◆ Exercise:
Where in the records does the word "list" appear? Copy each line that holds it.

*** Begin section ***

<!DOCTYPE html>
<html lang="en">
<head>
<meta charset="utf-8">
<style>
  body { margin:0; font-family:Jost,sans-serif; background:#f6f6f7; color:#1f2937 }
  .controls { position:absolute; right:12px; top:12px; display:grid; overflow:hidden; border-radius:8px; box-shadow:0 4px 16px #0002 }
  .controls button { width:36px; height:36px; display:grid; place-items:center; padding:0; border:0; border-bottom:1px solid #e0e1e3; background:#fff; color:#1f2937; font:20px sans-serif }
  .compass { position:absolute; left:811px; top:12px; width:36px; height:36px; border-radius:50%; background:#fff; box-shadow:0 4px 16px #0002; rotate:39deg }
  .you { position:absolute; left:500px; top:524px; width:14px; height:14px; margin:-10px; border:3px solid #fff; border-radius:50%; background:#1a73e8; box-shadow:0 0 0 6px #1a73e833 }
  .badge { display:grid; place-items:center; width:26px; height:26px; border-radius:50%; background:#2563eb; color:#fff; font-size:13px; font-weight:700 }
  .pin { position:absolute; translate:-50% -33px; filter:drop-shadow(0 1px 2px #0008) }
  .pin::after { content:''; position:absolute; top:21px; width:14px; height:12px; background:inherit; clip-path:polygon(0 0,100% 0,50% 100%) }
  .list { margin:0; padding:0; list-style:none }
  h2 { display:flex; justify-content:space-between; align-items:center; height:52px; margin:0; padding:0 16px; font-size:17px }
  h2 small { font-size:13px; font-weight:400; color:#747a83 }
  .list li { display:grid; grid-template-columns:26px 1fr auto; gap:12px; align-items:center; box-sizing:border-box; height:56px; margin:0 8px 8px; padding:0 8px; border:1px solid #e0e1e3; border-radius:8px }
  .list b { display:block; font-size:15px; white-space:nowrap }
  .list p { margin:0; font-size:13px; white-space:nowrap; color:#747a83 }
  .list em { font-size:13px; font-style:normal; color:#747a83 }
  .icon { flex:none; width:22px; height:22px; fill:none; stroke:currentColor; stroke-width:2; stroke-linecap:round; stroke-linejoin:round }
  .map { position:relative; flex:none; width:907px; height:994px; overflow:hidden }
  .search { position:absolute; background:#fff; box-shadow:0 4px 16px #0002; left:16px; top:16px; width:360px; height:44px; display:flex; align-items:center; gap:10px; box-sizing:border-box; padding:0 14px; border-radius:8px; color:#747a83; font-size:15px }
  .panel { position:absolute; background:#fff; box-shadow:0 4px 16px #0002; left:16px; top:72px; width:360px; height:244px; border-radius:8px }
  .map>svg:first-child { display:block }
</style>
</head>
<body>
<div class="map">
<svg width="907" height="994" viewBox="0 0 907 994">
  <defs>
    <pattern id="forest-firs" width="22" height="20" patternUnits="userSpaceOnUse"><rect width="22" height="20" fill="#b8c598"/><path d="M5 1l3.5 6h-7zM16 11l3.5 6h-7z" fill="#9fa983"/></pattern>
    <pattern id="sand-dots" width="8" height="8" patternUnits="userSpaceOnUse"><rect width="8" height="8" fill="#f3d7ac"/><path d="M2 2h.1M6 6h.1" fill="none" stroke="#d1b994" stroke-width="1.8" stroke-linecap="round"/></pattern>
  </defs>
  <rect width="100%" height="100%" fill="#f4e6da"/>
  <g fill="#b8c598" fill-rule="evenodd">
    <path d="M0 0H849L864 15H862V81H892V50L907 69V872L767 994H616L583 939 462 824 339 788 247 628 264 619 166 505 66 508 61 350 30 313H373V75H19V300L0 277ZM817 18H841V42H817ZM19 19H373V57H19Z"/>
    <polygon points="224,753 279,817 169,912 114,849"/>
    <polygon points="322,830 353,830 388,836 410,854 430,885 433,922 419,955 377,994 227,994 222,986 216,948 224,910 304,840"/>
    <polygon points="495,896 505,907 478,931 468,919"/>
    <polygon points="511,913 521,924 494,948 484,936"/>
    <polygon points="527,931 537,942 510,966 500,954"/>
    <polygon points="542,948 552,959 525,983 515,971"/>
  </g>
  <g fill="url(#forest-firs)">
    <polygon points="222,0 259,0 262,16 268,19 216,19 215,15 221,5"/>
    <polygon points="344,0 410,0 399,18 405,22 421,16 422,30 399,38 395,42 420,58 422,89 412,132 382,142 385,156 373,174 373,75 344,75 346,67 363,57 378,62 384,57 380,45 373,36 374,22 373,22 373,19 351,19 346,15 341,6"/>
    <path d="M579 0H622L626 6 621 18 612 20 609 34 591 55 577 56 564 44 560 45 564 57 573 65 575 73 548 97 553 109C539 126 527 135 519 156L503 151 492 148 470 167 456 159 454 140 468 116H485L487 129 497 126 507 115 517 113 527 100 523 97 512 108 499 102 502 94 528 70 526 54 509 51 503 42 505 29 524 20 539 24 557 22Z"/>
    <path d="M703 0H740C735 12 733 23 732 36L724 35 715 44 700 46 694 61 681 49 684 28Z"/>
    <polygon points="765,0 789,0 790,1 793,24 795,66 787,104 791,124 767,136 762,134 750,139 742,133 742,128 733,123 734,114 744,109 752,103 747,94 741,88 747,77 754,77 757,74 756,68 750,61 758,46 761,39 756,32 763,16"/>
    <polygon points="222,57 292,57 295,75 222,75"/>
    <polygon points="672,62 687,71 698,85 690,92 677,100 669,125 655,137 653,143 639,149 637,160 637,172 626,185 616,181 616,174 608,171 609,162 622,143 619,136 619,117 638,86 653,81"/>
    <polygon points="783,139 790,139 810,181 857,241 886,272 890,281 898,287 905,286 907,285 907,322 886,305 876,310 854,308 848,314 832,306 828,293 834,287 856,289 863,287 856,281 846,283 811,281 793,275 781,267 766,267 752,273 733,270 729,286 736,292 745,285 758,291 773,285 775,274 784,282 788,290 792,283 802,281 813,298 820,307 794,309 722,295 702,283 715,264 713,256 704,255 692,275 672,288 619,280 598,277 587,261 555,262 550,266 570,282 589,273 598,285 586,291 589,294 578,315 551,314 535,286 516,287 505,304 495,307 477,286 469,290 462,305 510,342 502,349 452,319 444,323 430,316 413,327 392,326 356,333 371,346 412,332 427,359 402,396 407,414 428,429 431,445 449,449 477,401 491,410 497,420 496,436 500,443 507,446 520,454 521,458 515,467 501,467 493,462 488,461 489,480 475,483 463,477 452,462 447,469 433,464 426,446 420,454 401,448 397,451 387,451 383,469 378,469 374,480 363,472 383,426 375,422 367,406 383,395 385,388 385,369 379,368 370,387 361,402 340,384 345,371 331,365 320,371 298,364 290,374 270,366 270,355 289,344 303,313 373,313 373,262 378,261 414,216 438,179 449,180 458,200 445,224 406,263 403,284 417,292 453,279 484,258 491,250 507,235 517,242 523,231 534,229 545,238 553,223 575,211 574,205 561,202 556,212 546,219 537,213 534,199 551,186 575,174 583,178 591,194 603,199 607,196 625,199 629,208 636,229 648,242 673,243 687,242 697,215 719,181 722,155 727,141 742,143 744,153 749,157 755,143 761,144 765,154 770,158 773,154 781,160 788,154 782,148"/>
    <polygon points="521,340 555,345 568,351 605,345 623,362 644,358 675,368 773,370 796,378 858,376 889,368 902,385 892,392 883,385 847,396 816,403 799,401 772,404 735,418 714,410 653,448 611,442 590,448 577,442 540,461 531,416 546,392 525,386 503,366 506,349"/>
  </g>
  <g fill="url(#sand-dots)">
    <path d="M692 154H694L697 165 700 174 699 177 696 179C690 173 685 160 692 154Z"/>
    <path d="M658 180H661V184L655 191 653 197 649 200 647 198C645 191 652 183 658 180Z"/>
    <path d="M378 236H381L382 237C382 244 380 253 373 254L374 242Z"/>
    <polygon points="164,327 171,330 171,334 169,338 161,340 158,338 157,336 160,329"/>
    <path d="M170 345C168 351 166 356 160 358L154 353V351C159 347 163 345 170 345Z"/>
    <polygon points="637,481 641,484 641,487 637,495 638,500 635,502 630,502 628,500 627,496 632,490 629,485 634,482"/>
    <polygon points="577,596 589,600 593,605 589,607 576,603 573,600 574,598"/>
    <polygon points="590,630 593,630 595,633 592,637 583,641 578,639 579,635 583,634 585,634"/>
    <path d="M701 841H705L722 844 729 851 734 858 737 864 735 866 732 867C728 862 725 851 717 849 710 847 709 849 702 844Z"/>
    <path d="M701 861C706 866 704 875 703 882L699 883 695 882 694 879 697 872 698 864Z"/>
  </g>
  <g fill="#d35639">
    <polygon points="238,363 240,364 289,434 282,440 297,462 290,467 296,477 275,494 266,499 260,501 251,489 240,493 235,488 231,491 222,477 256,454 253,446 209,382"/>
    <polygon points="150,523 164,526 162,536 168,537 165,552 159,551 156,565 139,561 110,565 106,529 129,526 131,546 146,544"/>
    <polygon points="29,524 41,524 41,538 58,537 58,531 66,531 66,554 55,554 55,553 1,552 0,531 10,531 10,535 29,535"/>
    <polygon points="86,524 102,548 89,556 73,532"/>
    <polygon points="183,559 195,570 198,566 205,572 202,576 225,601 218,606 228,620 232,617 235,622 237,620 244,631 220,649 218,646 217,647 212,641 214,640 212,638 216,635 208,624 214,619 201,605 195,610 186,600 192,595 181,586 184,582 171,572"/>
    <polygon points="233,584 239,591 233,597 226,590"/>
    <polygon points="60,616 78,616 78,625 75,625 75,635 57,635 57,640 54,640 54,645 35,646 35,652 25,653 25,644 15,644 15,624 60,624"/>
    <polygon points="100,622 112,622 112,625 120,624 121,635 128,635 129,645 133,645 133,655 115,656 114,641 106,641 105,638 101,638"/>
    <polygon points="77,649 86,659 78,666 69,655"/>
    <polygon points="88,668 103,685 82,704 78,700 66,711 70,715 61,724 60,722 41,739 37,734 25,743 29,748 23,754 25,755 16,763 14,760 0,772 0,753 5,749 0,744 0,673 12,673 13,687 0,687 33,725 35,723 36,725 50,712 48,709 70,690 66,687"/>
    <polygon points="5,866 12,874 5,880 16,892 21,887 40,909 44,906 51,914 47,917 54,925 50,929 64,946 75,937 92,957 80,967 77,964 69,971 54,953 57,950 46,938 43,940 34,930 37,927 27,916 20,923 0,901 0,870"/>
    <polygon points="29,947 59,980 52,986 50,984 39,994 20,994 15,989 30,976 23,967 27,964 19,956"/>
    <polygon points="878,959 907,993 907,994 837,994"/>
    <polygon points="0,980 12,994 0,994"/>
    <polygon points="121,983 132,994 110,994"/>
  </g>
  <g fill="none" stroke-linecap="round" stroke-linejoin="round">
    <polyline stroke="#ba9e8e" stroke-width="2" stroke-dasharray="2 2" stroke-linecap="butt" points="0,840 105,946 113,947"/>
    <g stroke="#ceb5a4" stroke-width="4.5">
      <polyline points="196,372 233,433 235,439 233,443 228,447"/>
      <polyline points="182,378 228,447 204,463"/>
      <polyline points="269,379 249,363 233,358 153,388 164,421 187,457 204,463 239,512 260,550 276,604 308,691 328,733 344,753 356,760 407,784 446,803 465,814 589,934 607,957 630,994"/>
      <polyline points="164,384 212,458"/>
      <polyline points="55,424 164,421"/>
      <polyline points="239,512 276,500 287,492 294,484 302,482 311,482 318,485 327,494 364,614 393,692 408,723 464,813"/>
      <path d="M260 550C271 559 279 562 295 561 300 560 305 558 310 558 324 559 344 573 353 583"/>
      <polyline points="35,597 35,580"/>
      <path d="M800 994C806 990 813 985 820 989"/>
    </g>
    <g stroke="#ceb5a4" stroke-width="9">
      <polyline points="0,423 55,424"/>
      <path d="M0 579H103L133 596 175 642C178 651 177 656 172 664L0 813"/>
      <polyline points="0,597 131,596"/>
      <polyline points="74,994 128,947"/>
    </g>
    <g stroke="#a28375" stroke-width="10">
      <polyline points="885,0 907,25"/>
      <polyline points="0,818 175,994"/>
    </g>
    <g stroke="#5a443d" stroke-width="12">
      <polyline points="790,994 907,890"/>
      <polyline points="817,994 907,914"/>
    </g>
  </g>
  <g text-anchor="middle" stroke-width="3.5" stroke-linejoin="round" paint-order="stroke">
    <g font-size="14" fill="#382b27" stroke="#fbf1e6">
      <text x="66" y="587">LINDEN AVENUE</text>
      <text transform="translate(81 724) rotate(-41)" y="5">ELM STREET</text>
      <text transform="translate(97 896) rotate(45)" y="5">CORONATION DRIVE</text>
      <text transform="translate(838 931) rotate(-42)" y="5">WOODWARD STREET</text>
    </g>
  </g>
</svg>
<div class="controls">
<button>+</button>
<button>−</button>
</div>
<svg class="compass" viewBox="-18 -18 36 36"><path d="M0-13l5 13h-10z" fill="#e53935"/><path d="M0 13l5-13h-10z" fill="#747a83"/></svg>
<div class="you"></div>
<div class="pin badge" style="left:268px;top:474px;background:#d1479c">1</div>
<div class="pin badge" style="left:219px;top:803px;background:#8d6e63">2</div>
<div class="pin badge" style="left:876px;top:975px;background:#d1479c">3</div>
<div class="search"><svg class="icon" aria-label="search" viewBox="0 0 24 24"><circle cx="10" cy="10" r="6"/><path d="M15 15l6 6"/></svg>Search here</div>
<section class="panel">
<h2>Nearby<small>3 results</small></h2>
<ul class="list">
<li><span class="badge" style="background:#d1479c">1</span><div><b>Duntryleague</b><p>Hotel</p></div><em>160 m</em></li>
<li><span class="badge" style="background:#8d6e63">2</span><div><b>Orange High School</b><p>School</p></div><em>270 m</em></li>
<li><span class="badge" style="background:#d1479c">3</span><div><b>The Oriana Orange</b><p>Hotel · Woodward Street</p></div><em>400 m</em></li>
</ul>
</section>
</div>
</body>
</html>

*** End section ***

◆ Exercise response:
  .list { margin:0; padding:0; list-style:none }
  .list li { display:grid; grid-template-columns:26px 1fr auto; gap:12px; align-items:center; box-sizing:border-box; height:56px; margin:0 8px 8px; padding:0 8px; border:1px solid #e0e1e3; border-radius:8px }
  .list b { display:block; font-size:15px; white-space:nowrap }
  .list p { margin:0; font-size:13px; white-space:nowrap; color:#747a83 }
  .list em { font-size:13px; font-style:normal; color:#747a83 }
<ul class="list">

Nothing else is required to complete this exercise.